In this summery information mentioned before is not necessarily repeated
Warner (2020) and Agresti and Finlay (2013) are used as literature.
Lecture 1
Important matters for the application of statistics (“Applied Statistics”):
- Selecting a sample from a population
- Deciding whether a sample is representative
- Descriptive or inferential statistics
- Measurement levels (NOIR) and types of variables (categorical/quantitative)
- Selecting the correct statistical analysis (focus of statistic 3)
- Experimental versus non-experimental research design
Schema when to select which test:
Descriptive statistics: summarizes population or sample data with numbers, tables and graphs
Inferential statistics: making predictions about population parameters, based on a (random)
sample of data. With what kind of certainty these predictions can be made.
,Population: total set of participant relevant for the research question
Sample: a subset of the population about who the data is collected
Reliability (precision): after repeated measures similar results (reliable). Large sample more
precise as a small sample.
Validity (bias): to what extend the sample a representation is of the population.
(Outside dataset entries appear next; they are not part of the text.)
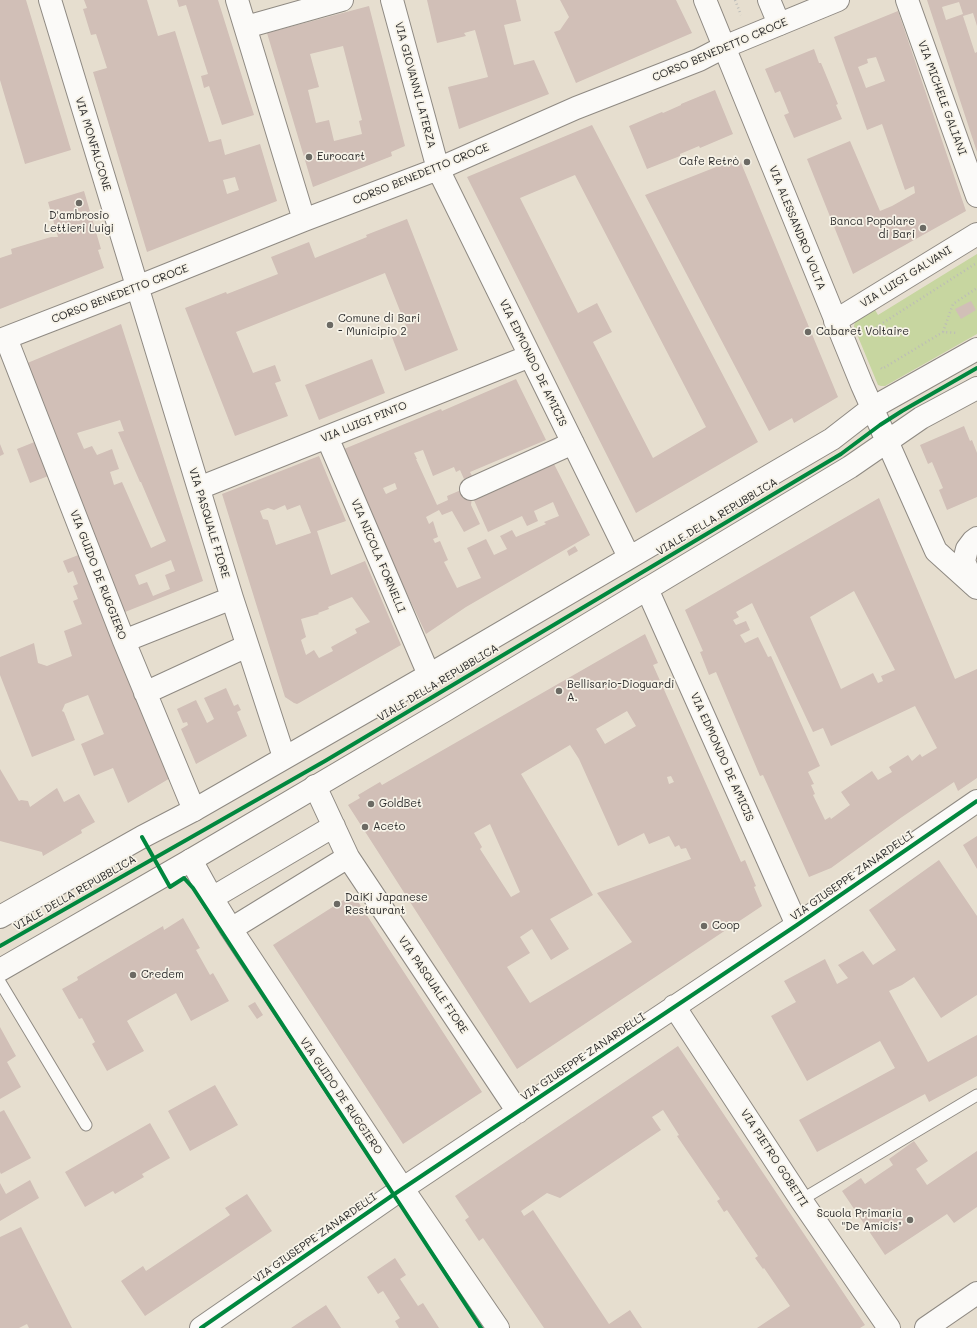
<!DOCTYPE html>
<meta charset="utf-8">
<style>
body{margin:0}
canvas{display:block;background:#e6decf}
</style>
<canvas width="977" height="1328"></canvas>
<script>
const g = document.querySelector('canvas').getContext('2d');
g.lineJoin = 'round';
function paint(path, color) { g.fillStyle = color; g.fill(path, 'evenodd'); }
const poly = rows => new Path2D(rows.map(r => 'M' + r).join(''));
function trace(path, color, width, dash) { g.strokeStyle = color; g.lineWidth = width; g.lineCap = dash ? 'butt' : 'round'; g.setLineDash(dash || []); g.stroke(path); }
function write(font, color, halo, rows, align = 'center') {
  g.font = font + ' Mali,sans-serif'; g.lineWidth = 3.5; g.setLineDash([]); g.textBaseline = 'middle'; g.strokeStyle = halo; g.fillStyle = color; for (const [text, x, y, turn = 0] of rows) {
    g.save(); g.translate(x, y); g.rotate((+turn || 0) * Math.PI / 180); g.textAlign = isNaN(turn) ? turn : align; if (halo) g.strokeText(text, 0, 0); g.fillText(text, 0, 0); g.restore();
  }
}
paint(poly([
 [977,254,977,334,885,386,881,386,878,385,854,327,855,320,874,308,878,315]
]), '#c7d6a0');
paint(poly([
 [0,0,26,0,71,150,25,164,0,80],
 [84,0,147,0,158,36,175,31,209,142,221,139,225,155,260,144,277,201,147,252,93,72,107,68,96,34,91,35,83,9,87,8],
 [235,177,239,190,227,194,223,180],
 [177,0,218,0,254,115,222,125,209,86,204,88,201,76,208,74,186,5,179,7],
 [427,0,516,0,521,21,504,25,514,65,534,60,549,94,459,129,448,87,488,77,475,30,464,33,466,36,437,43],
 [560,0,676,0,692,33,576,83,554,32,560,30,569,17],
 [927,0,977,0,977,26,973,13,963,16,975,53,977,52,977,152],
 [959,2,963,14,946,20,942,7],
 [369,6,405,146,391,152,392,156,313,187,267,33],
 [343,46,362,120,359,121,362,134,334,141,329,120,316,123,308,90,319,87,310,54],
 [898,11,966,211,853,274,807,159,850,141,880,211,892,206,915,193,914,186,905,190,882,124,867,130,834,37],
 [876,57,885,81,866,88,858,67,868,63,867,59],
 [814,49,819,63,821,63,838,104,836,105,842,119,794,138,784,115,789,113,780,91,775,93,765,69],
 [715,90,733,134,700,148,699,146,680,154,680,156,647,169,629,126,662,112,663,113,681,105,681,104],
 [592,125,758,442,636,513,467,177],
 [575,175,706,427,653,458,593,342,612,332,597,303,578,313,520,198],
 [739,158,838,397,794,423,792,418,769,431,645,195],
 [84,191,101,249,98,250,104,268,0,309,0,258,12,254,11,249,51,237,58,237,48,202],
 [407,219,458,350,405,371,392,337,408,331,385,273,236,332,253,373,275,365,281,381,275,383,288,416,235,436,185,308,226,292,227,294,278,274,271,257,309,242,315,258,367,237,366,235],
 [971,301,976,310,961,319,955,309],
 [121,324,203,581,125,612,25,364],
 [120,420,124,431,118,432,140,482,141,482,166,541,151,548,122,482,114,485,110,472,119,469,112,449,97,455,92,446,84,449,77,433],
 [171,560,175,571,165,575,170,589,153,596,147,582,139,585,135,575],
 [372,359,385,393,319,420,305,385],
 [516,379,546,440,470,472,472,476,464,479,460,470,456,472,454,467,433,476,423,450,414,453,417,459,416,459,437,505,448,500,447,496,468,487,472,497,471,505,480,524,464,532,452,511,442,515,439,510,426,517,429,524,433,521,438,537,433,539,435,543,440,541,448,560,444,562,457,588,481,578,467,548,486,539,494,555,507,549,500,536,512,530,516,537,546,524,544,522,559,516,553,502,534,511,538,521,527,526,522,516,488,532,473,498,554,464,590,535,466,607,426,634,400,579,344,449,441,409,442,411],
 [395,483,397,489,386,494,383,488],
 [964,426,970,441,972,440,977,453,977,497,947,510,939,490,943,488,932,462,928,464,920,445],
 [37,441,51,475,30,483,17,449],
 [0,444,4,454,0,456],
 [319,456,346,521,317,531,331,575,365,561,401,645,299,703,297,704,294,703,285,697,222,494],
 [285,505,287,510,300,505,311,533,276,545,268,520,263,519,260,511,268,508,274,510],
 [352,597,370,622,355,629,357,633,331,647,333,651,319,658,314,650,306,655,301,640,306,637,301,619,319,614,318,613,329,609,328,607],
 [879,498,955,679,977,669,977,778,958,791,954,782,902,817,831,868,809,877,763,775,760,776,716,672,709,675,700,652,703,651,685,610],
 [854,591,895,670,881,676,883,681,878,683,873,673,841,689,810,617],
 [752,603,813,732,823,728,831,746,915,706,937,748,922,757,920,754,912,761,908,755,889,767,892,772,878,780,872,771,841,792,850,805,831,819,830,817,825,820,813,795,815,794,811,785,814,784,808,772,820,766,771,656,768,657,758,637,745,643,740,635,750,630,746,621,736,625,733,620,739,617,736,612],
 [575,546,578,551,569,556,567,551],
 [81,554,172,777,128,803,113,768,94,776,81,744,104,734,88,695,65,704,62,711,64,712,75,740,32,757,0,675,0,657,34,643,38,663,47,666,72,656,64,631,82,624,73,601,78,599,73,586,78,584,73,571,68,573,63,561],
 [645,634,658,663,653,665,741,862,745,860,756,886,754,887,762,906,517,1069,348,805,360,798,358,795,380,782,382,785],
 [627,711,636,726,605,744,596,729],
 [570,745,579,759,618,846,644,833,649,844,669,836,675,847,679,845,681,849,686,848,691,859,597,893,632,942,530,1003,507,967,530,953,520,937,532,929,551,960,569,949,550,919,593,895,521,774],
 [671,776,674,782,669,784,667,777],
 [490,824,520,892,511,897,480,849,482,847,474,833],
 [226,688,234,706,238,704,241,710,237,712,247,736,196,764,181,729,188,725,187,722,183,723,177,709,196,700,207,723,214,719,204,698],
 [0,769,19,801,21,800,28,801,30,807,57,788,64,802,79,794,95,822,81,830,82,833,43,856,42,852,0,841],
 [977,836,977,869,963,845],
 [939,860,977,916,977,995,941,1018,914,977,902,985,889,991,928,1062,977,1035,977,1076,929,1102,925,1094,817,1152,799,1120,895,1068,880,1041,807,1081,771,1016,796,1002,784,981,825,959,837,984,848,978,838,965,863,951,873,965,896,950,869,910],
 [353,894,482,1092,403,1144,273,945],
 [183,918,200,948,196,950,210,975,213,973,229,1001,191,1021,176,993,130,1019,127,1021,144,1051,107,1071,92,1044,95,1042,82,1018,79,1019,62,989,78,980,77,977,163,926,164,930],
 [255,1002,263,1015,257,1019,248,1006],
 [0,1027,16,1056,7,1062,21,1087,0,1099],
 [678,1046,865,1325,860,1328,757,1328,790,1306,764,1268,763,1269,755,1258,758,1256,727,1210,724,1212,717,1201,720,1199,677,1136,679,1135,663,1110,652,1117,661,1130,560,1198,547,1193,521,1211,524,1216,533,1210,609,1324,630,1310,642,1328,544,1328,483,1238,479,1241,465,1220,469,1217,455,1196],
 [215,1085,238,1125,190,1151,168,1111],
 [4,1110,31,1158,1,1174,0,1172,0,1112],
 [150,1123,170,1158,142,1174,144,1177,115,1194,113,1191,85,1207,65,1172],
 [914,1141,928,1161,916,1169,927,1185,977,1151,977,1207,954,1223,947,1214,885,1255,842,1191,861,1178,865,1184,893,1165,889,1159],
 [30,1180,39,1198,0,1221,0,1183,6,1194],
 [247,1194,272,1231,145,1316,121,1281,143,1266,146,1271,230,1215,225,1208],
 [21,1227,72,1328,29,1328,27,1324,19,1328,0,1328,0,1237],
 [395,1258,406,1275,400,1279,418,1306,423,1303,439,1328,399,1328,395,1321,400,1318,383,1291,378,1294,367,1277],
 [326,1305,341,1328,291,1328]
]), '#d1bfb7');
const lane = poly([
 [0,982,86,1125],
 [801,1200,977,1095]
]);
const street = poly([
 [50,0,232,598,284,757],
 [237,0,304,220],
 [392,0,438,169,629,557],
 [907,0,977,196],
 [246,27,342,0],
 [835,321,977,234],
 [6,338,124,641,194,810],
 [0,340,137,287,304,220,438,169,576,108,699,60,724,47,838,0],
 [327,437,429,675],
 [199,488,530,356],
 [471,489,573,443],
 [973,584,964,561,967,549,973,541,977,538],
 [647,589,797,925],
 [124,641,232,598],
 [145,693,247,646],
 [315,786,348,857,518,1112],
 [191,860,212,898,231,929,403,1189,498,1328],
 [212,898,334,826],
 [231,929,348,857],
 [674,1006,801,1200,889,1328],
 [201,1328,393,1195,797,925,977,801],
 [926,1328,977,1293]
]);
const secondary = poly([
 [705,0,862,385,936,551,977,588],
 [769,0,779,24],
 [0,917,142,837,194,810,429,675,832,439,872,408,977,349],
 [0,970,191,860,444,711,850,467,921,418,977,388]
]);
trace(lane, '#8f8a83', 13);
trace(street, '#8f8a83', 24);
trace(secondary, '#8f8a83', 24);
trace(poly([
 [735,0,741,15],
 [943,332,953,304,977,288],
 [867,334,867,333,975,264],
 [881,368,882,369,943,332,957,333]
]), '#bcbbb8', 2.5, [1, 3]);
trace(lane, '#fbfaf8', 11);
trace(street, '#fbfaf8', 22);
trace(secondary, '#fbfaf8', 22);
trace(poly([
 [142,837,170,887,184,878,193,888,481,1328],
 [0,946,325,761,841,454,880,425,902,411,977,368],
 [201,1328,393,1195,797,925,977,801]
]), '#00873e', 4);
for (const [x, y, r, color] of [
 [309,157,4,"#6c6a64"],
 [747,162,4,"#6c6a64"],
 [79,203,4,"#6c6a64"],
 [923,228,4,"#6c6a64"],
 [330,325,4,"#6c6a64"],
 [808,332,4,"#6c6a64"],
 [559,691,4,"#6c6a64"],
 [371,804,4,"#6c6a64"],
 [365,827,4,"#6c6a64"],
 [337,904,4,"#6c6a64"],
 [704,926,4,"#6c6a64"],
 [133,975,4,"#6c6a64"],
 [910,1220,4,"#6c6a64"]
]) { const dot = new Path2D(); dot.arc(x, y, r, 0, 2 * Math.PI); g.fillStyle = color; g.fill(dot); trace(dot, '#f7f3e8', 1.5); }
write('11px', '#2b2b2b', '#f7f3e8', [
 ["CORSO BENEDETTO CROCE",720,50,-23],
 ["VIA GIOVANNI LATERZA",415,85,75],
 ["VIA MICHELE GALIANI",942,98,70],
 ["VIA MONFALCONE",93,144,73],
 ["CORSO BENEDETTO CROCE",421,174,-22],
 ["VIA ALESSANDRO VOLTA",797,228,68],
 ["VIA LUIGI GALVANI",906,277,-32],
 ["CORSO BENEDETTO CROCE",120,294,-21],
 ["VIA EDMONDO DE AMICIS",533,363,64],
 ["VIA LUIGI PINTO",364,422,-22],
 ["VIALE DELLA REPUBBLICA",717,517,-31],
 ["VIA PASQUALE FIORE",209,523,73],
 ["VIA NICOLA FORNELLI",378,556,67],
 ["VIA GUIDO DE RUGGIERO",98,575,69],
 ["VIALE DELLA REPUBBLICA",438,683,-31],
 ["VIA EDMONDO DE AMICIS",722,757,66],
 ["VIA GIUSEPPE ZANARDELLI",852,876,-35],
 ["VIALE DELLA REPUBBLICA",75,893,-30],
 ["VIA PASQUALE FIORE",433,985,56],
 ["VIA GIUSEPPE ZANARDELLI",583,1057,-34],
 ["VIA GUIDO DE RUGGIERO",341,1096,56],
 ["VIA PIETRO GOBETTI",774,1158,57],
 ["VIA GIUSEPPE ZANARDELLI",315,1238,-35]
]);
write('11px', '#2b2b2b', '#f7f3e8', [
 ["Eurocart",317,157],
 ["Cafe Retrò",739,162,"right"],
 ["D'ambrosio",79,216,"center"],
 ["Lettieri Luigi",79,229,"center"],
 ["Banca Popolare",915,222,"right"],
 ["di Bari",915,235,"right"],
 ["Comune di Bari",338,319],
 ["- Municipio 2",338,332],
 ["Cabaret Voltaire",816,332],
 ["Bellisario-Dioguardi",567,685],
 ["A.",567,698],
 ["GoldBet",379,804],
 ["Aceto",373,827],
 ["DaiKi Japanese",345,898],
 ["Restaurant",345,911],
 ["Coop",712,926],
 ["Credem",141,975],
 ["Scuola Primaria",902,1214,"right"],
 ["\"De Amicis\"",902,1227,"right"]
], 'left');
</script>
Measurement scales (NOIR):
- Categorical/qualitative
o Nominal: unordered categories
o Ordinal: ordered categories
- Quantitative/numerical
o Interval: equal distance between consecutive values (°C)
o Ratio: equal distance and true zero point (K)
Range:
- Discrete: individual measurement unite. No answers that aren’t whole (number of
brothers/ sisters)
- Continuous: infinitely divisible measurement unit (with decimals)
3 important dimensions in descriptive statistics:
- Central tendency (typical observation): mean mode median
- Dispersion (variability in observations): standard deviation, variance, interquartile
range
- Position (relative position of the observations): percentile, quartile etc.
In descriptive statistics there are no uncertainties.
Sample problems with inferential statistics:
- Sampling error: natural (random) sampling variation (standard error). Can be
overcome by a confidents interval (for example 95%)
- Sampling bias: selective sampling
- Response bias: incorrect answer. Can be because of shame, obstructive behaviour or a
question that is difficult.
, - Non-Response bias: selective participation
Solution: A random (or other probability) sampling approach of sufficient size that generates
data for everyone approached, with correct responses on all items for all subjects.
Dimensions of distribution:
- Population distribution: distribution of the population
- Sample data distribution: distribution of the sample
- Sampling distribution: The probability distribution for the sample statistic
(proportion/mean/regression coefficient). To interpret as the result of repetitive taking
of a sample of size n.
π (1−π )
o Standard deviation:
√ n
o Standard error (σM) estimated by SEM
Larger sample lower standard error
Central Limit Theorem for sampling distribution: eventually all sampling distributions will
become a normal distribution.
- With a population distribution that is a normal distribution even with a small sample
the sampling distribution will be a normal distribution.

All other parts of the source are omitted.